Quando fui morar sozinha, minha mãe começou a cultivar um hábito que só se interrompeu quando mudei de estado - me presentear com panos de prato e linhas de costura. Não sei exatamente por que, mas imagino. As canetas, inclusive com meu nome gravado, tinham sido um hábito da época do colégio, mas ela me deu uma caneta chique quando me formei.
Ela encontrou, este ano, um jeito de me presentear de novo, não com panos de prato, que talvez não valessem o custo dos correios, mas com jogos americanos, crochetados por sua talentosa irmã caçula. Enviou as seis peças de um lindo azul com duas canetas, para não perder o hábito, e numa caixa bonita de presente, com cores combinando. Já estou usando, claro.
Eu já devo ter dito que sempre me senti mais mãe da minha mãe do que filha. Testemunhei a dificuldade dos meus irmãos na relação com ela, um ressentimento mais ligado à imagem cristalizada de maternidade vendida até hoje. Apesar da dificuldade que minha mãe tem em expressar afeto, que eu atribuo a uma questão cultural mas também familiar, sempre pensei em todo o esforço que ela fez por nós, sobretudo materialmente, não vendo limites, até se prejudicando, para nos manter vestidos, alimentados, equipados para os estudos.
Quando ela ficou comigo por quase um mês tive acesso a outras camadas da sua personalidade, dos seus silêncios, da sua forma de reagir a violências na vida. Agora há ainda o envelhecimento, que a torna mais frágil, mas não menos teimosa em alguns aspectos. Mais e mais eu vejo em mim parecenças com ela, que, como as herdadas de meu pai, tenho que administrar. É interessante como me vejo mais herdeira de meus avós, muito mais por ter aprendido e apreendido coisas com seus exemplos, mas de meus pais vêm outras coisas, a que, mesmo não desejadas, é preciso dar um destino.

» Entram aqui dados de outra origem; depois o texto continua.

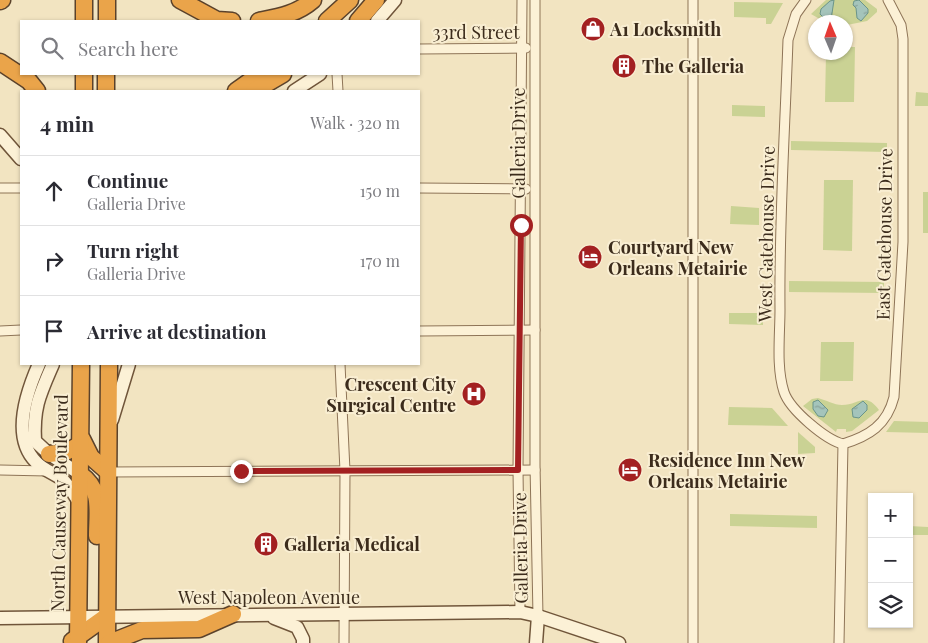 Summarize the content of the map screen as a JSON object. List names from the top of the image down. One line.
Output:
{"streets":{"highway":["North Causeway Boulevard"],"street":["33rd Street","Galleria Drive","West Gatehouse Drive","East Gatehouse Drive","West Napoleon Avenue"]},"crossings":[["33rd Street","Galleria Drive"],["Galleria Drive","West Napoleon Avenue"],["West Gatehouse Drive","East Gatehouse Drive"],["North Causeway Boulevard","West Napoleon Avenue"]],"places":{"shop":["A1 Locksmith"],"building":["The Galleria","Galleria Medical"],"hotel":["Courtyard New Orleans Metairie","Residence Inn New Orleans Metairie"],"hospital":["Crescent City Surgical Centre"]},"north":"top","page":{"search":"Search here","heading":["4 min","Walk · 320 m"],"list":[["Continue","Galleria Drive","150 m"],["Turn right","Galleria Drive","170 m"],"Arrive at destination"],"map_buttons":["+","−"]}}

A única coisa de que tenho certeza nesta vida é que temos que aprender a enxergar o que as relações nos trazem, de que forma se tecem os afetos e, mais importante, o que fazemos com eles. O jogo americano já está sobre a mesa, já me acompanha nas refeições e sempre me faz lembrar tudo o que minha mãe fez por nós, que, mesmo não sendo o que se esperava dela, era o melhor que ela podia fazer - o que, levando em conta o quanto as pessoas estão dispostas a dar de si, é muitíssima coisa, é maravilhoso.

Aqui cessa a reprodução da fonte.